Suit eyes woman’s care at Bisco
24-year-old suffers from effects of seizure
DUANESBURG Family members of a Schenectady woman left in a coma after becoming ill at Camp Bisco in July are intending to sue the town and the promoters of the event, claiming that organizers were woefully unprepared to deal with emergencies.
The notice of claim was filed against the town in state Supreme Court in Schenectady County on behalf of 24-year-old Heather Bynum earlier this month, according to an attorney working on the case. The notice names the town, but is only a precursor to an actual lawsuit that will likely name numerous other entities, he said.
Attorney Paul Wein said a preliminary investigation has shown that the event was both larger than it was supposed to be and was unprepared to deal with medical emergencies at the privately owned Indian Lookout Country Club, which hosted the three-day electronica concert. As a result, the medical care Bynum received when she had a seizure on July 12 was woefully inadequate, leaving her with injuries that still persist, the claim says.
“All these things combined had a huge impact on her ability to handle this problem,” he said Monday.
Bynum, a barber at the Wedgeway Barber Shop on Erie Boulevard, had VIP tickets with her fiance and started camping out when the gates at the sprawling 200-acre venue opened 18 hours before the first musical acts were to begin. At some point during the early morning hours, Bynum had a massive seizure and stopped breathing.
Emergency responders were able to revive her and she was rushed to Ellis Hospital, where doctors made a grave assessment of her condition.

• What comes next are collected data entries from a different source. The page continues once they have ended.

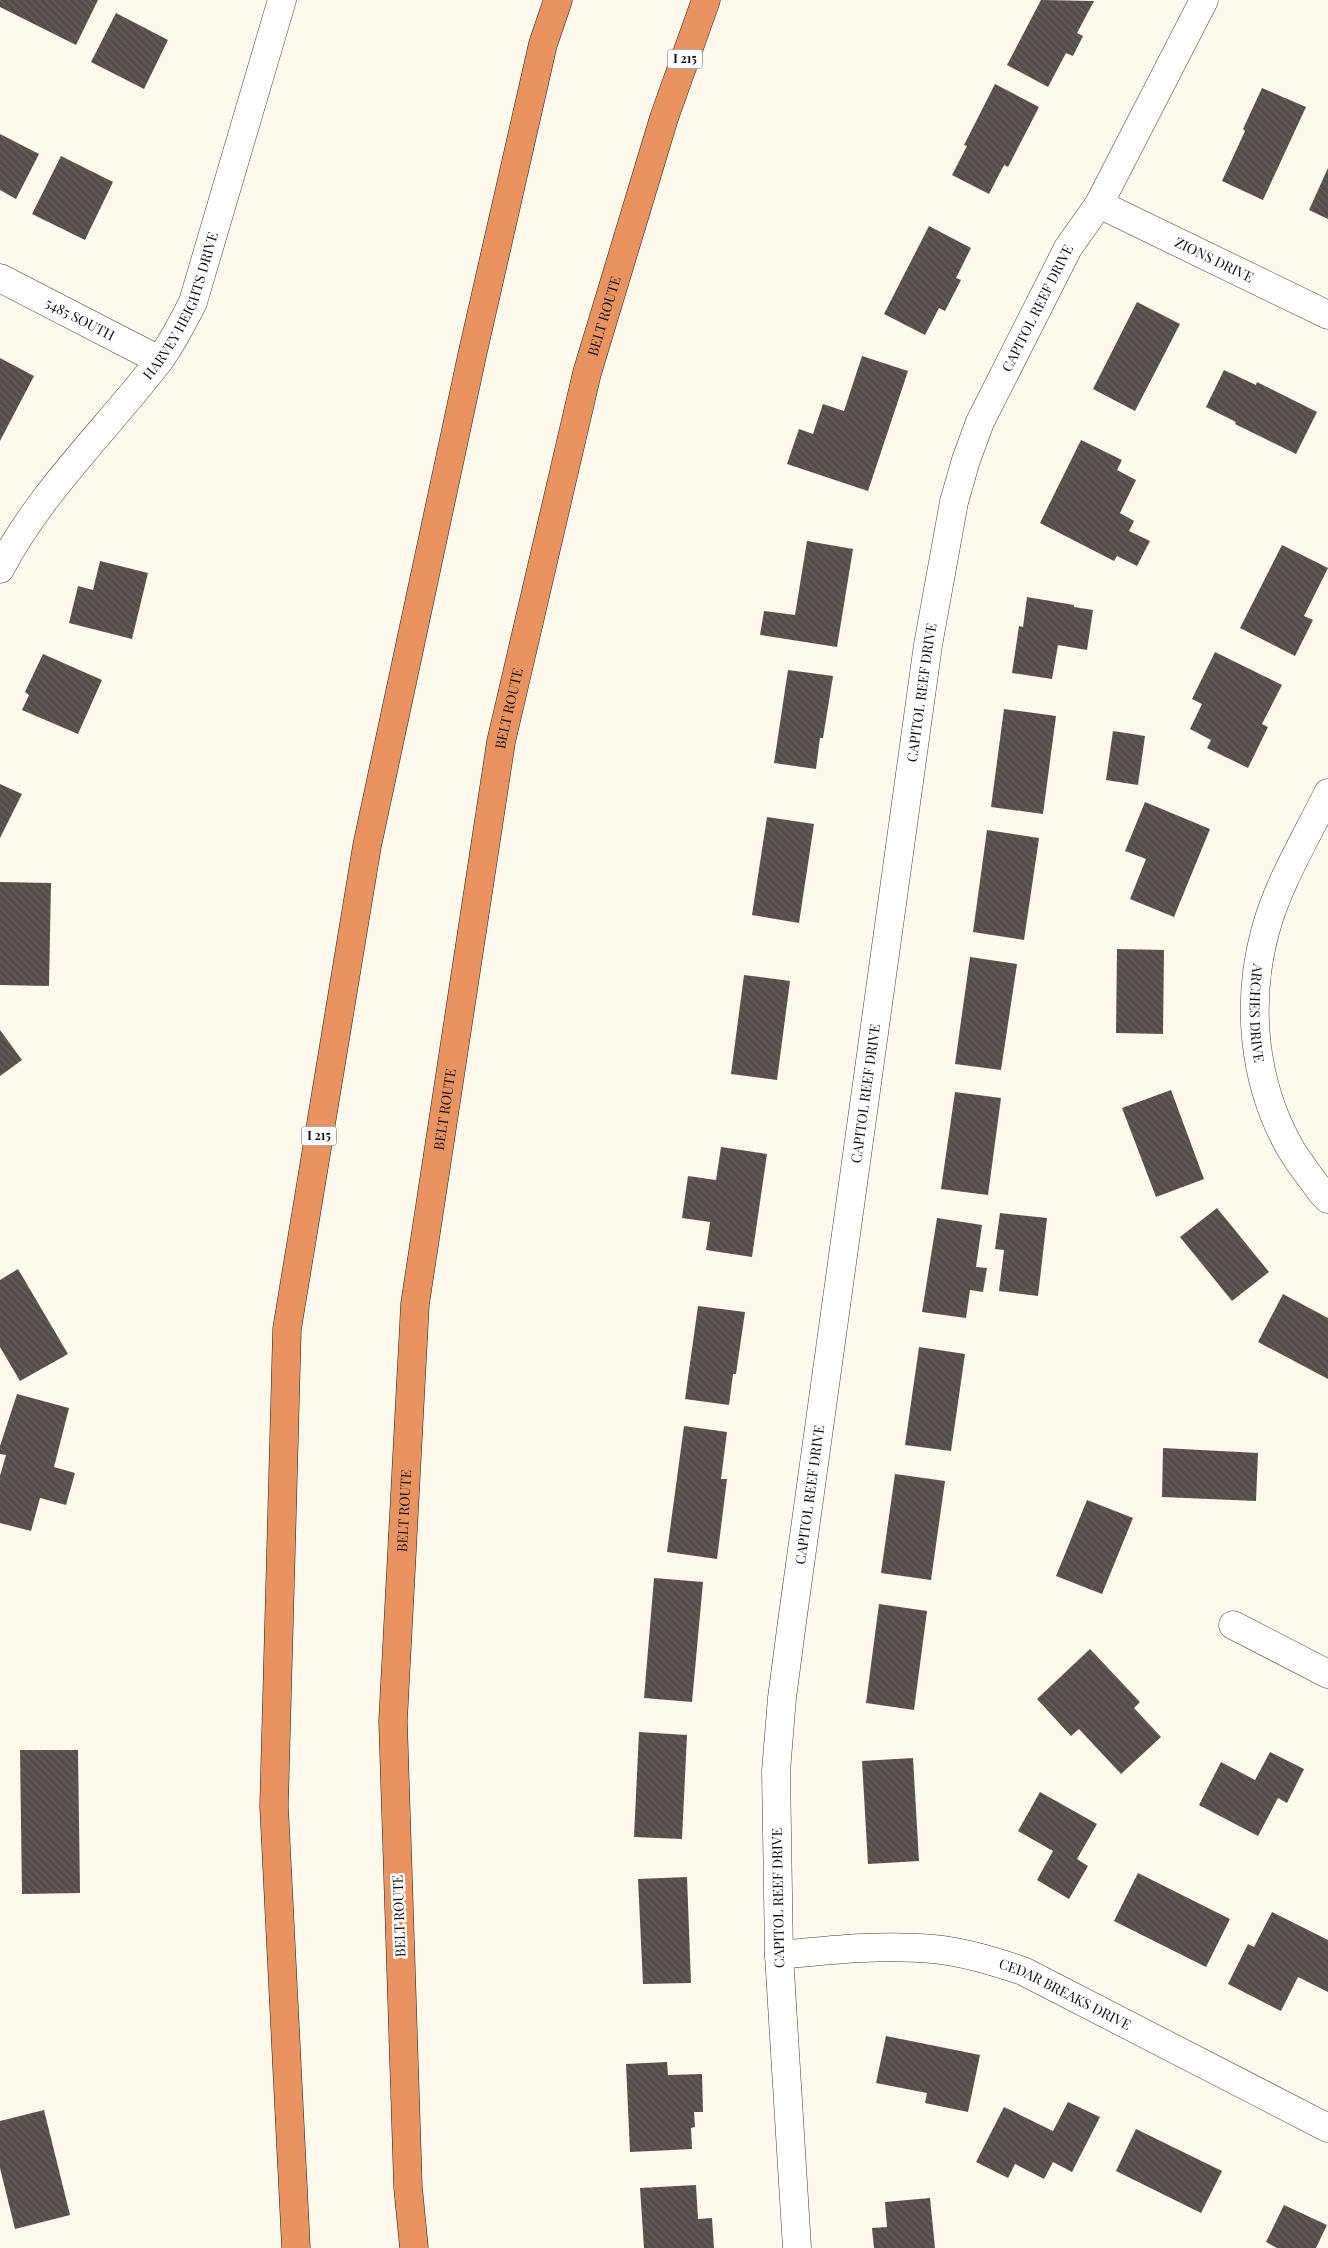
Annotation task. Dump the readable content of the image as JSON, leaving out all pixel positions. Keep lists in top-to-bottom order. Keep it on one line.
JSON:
{"streets":{"highway":["I 215","BELT ROUTE"],"street":["ZIONS DRIVE","HARVEY HEIGHTS DRIVE","CAPITOL REEF DRIVE","5485 SOUTH","ARCHES DRIVE","CEDAR BREAKS DRIVE"]},"crossings":[["ZIONS DRIVE","CAPITOL REEF DRIVE"],["HARVEY HEIGHTS DRIVE","5485 SOUTH"],["CAPITOL REEF DRIVE","CEDAR BREAKS DRIVE"]]}
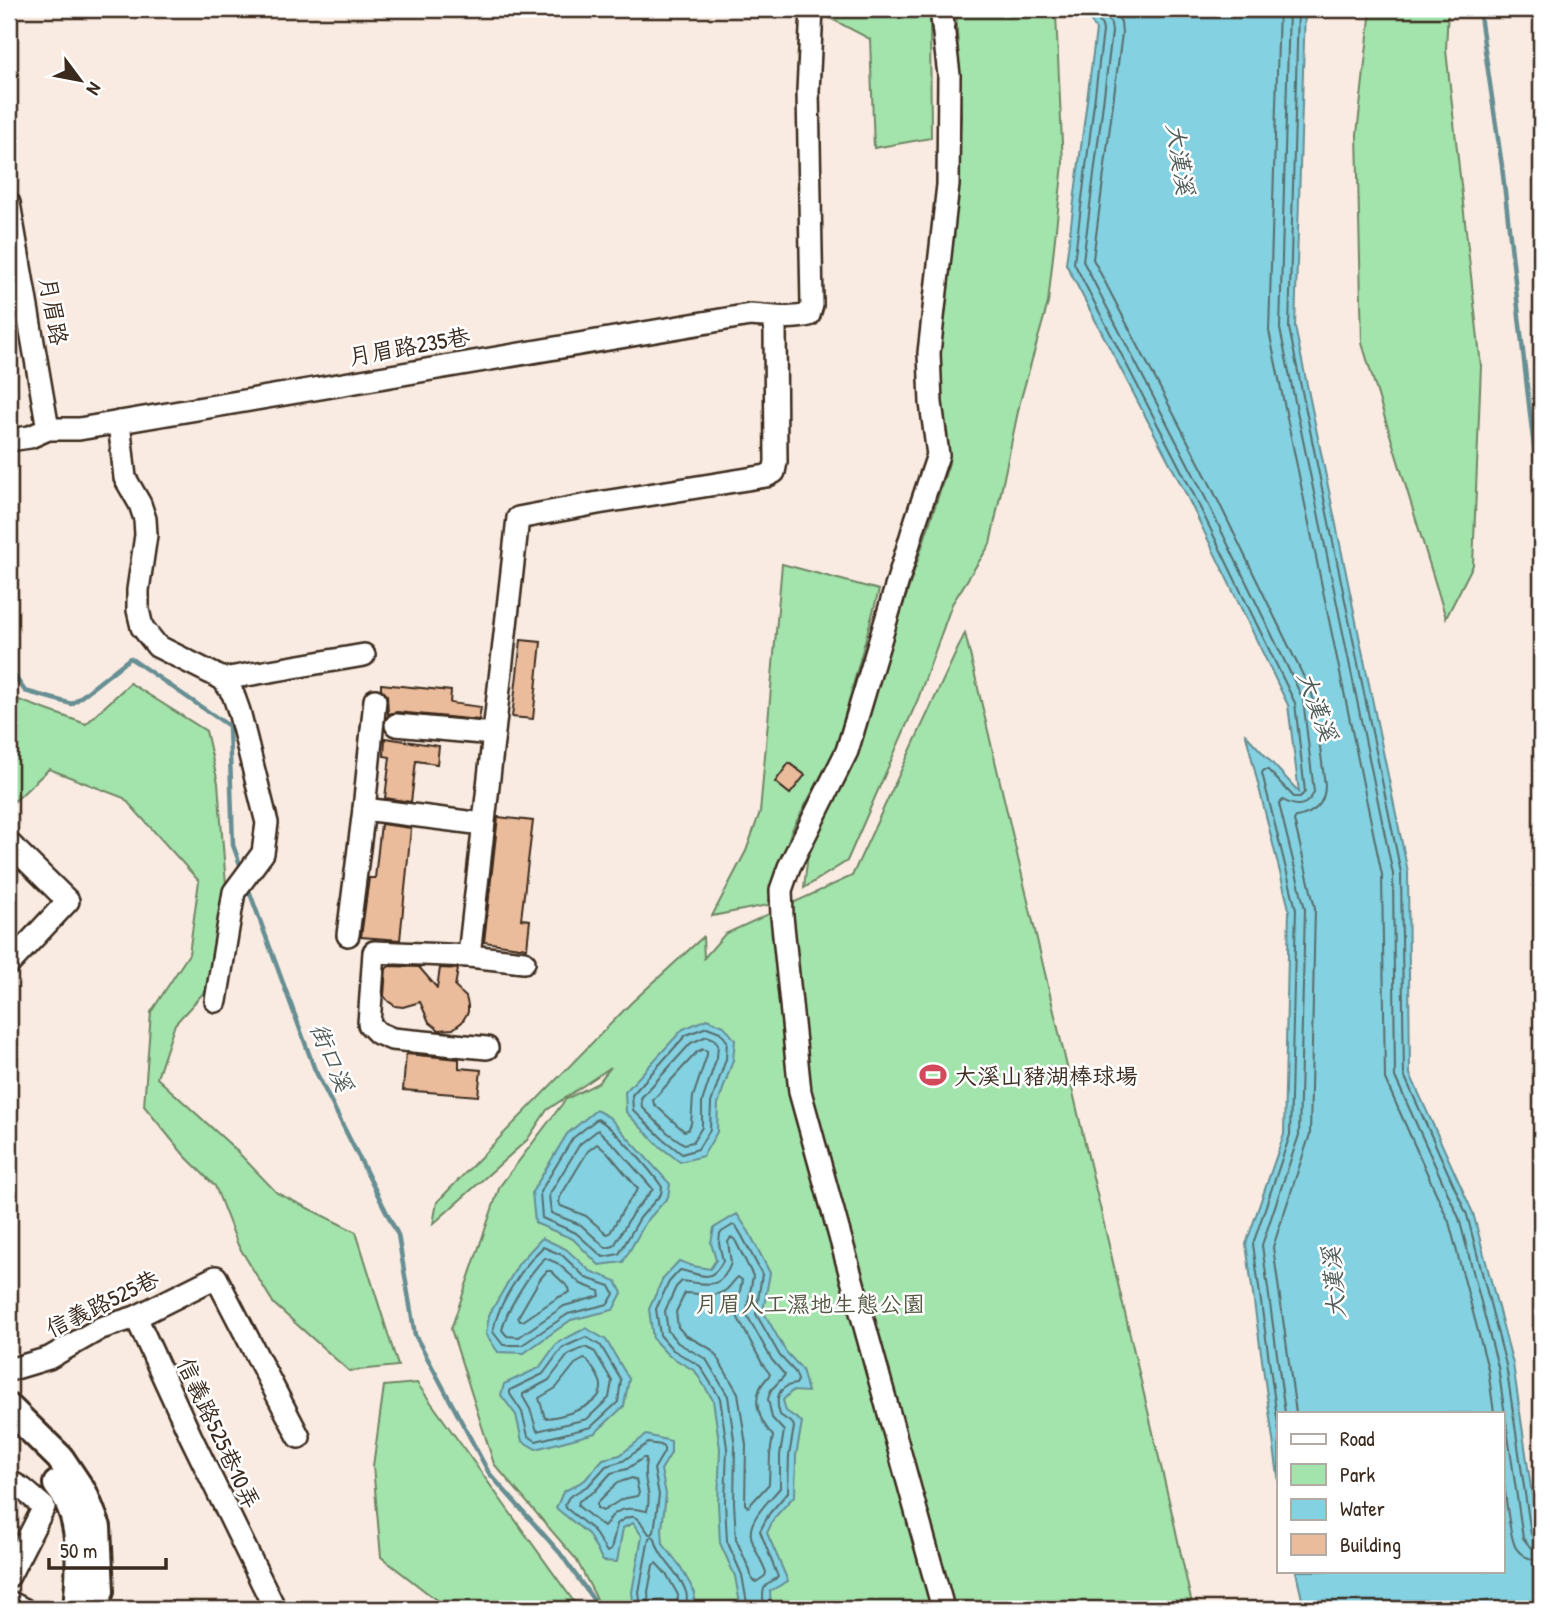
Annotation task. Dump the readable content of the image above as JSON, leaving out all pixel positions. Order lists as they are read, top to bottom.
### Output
{
  "streets": {
    "street": [
      "月眉路",
      "月眉路235巷",
      "信義路525巷",
      "信義路525巷10弄"
    ]
  },
  "crossings": [
    ["月眉路", "月眉路235巷"],
    ["信義路525巷", "信義路525巷10弄"]
  ],
  "water": ["大漢溪", "街口溪"],
  "parks": ["月眉人工濕地生態公園"],
  "places": {
    "sports": ["大溪山豬湖棒球場"]
  },
  "legend": [
    "Road",
    "Park",
    "Water",
    "Building"
  ],
  "scale_bar": "50 m",
  "north": "bottom right"
}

She had more seizures, suffered a heart attack, sustained liver damage and lapsed into a coma.
In total, Ellis treated 35 people from Camp Bisco. Of those treated, 12 were admitted, mostly for drug overdoses.
Bynum fell ill the day after 29-year-old Bily Graumann was discovered dead in his tent after apparently overdosing on drugs. The New Jersey native was a popular figure among the Bisco crowd and was helping set up an event before the gates opened.
The incidents involving Bynum and Graumann along with reports of widespread drug use at the event prompted several area residents to complain to both Duanesburg’s Town Board and Planning Board last summer. Some argued the Planning Board shouldn’t have issued a special-use permit that allowed organizers to host the event at the remote site near the hamlet of Mariaville.
still in hospital
Bynum remains hospitalized at Ellis Hospital and is expected to be moved to Sunnyview Rehabilitation Hospital shortly. Richard DiCristofaro, Bynum’s longtime boss at the Wedgeway, said she is no longer on life support and is breathing on her own, but hasn’t been able to communicate.
“We feel she can hear what we’re saying,” he said.
DiCristofaro and other friends of the Bynum family continue to raise funds to help pay for expenses. In addition to collecting money at the Wedgeway, he said other friends hosted a benefit that raised $3,000 for the ailing woman earlier this month.
“It was a tremendous success,” he said.
Wein anticipates filing the actual lawsuit in the case within the next couple of months.
He estimated more than 20,000 people packed into Camp Bisco last summer, a figure that would have placed the event afoul of the 12,000-person cap organizers agreed to impose as part of their special use permit.
Wein said Bynum’s condition today would not be nearly as severe had she gotten proper medical attention quickly. Among other things, he said emergency medical technicians had difficulty getting to the young woman and then hauling her to an area where she could be taken to a hospital,
He didn’t discuss what prompted Bynum to have the seizure. He claimed that many of the problems that resulted in Bynum’s poor care were ones that were already identified when the festival was hosted in prior years.
“They had this problem before,” he said. “They needed to take steps to correct it and they didn’t.”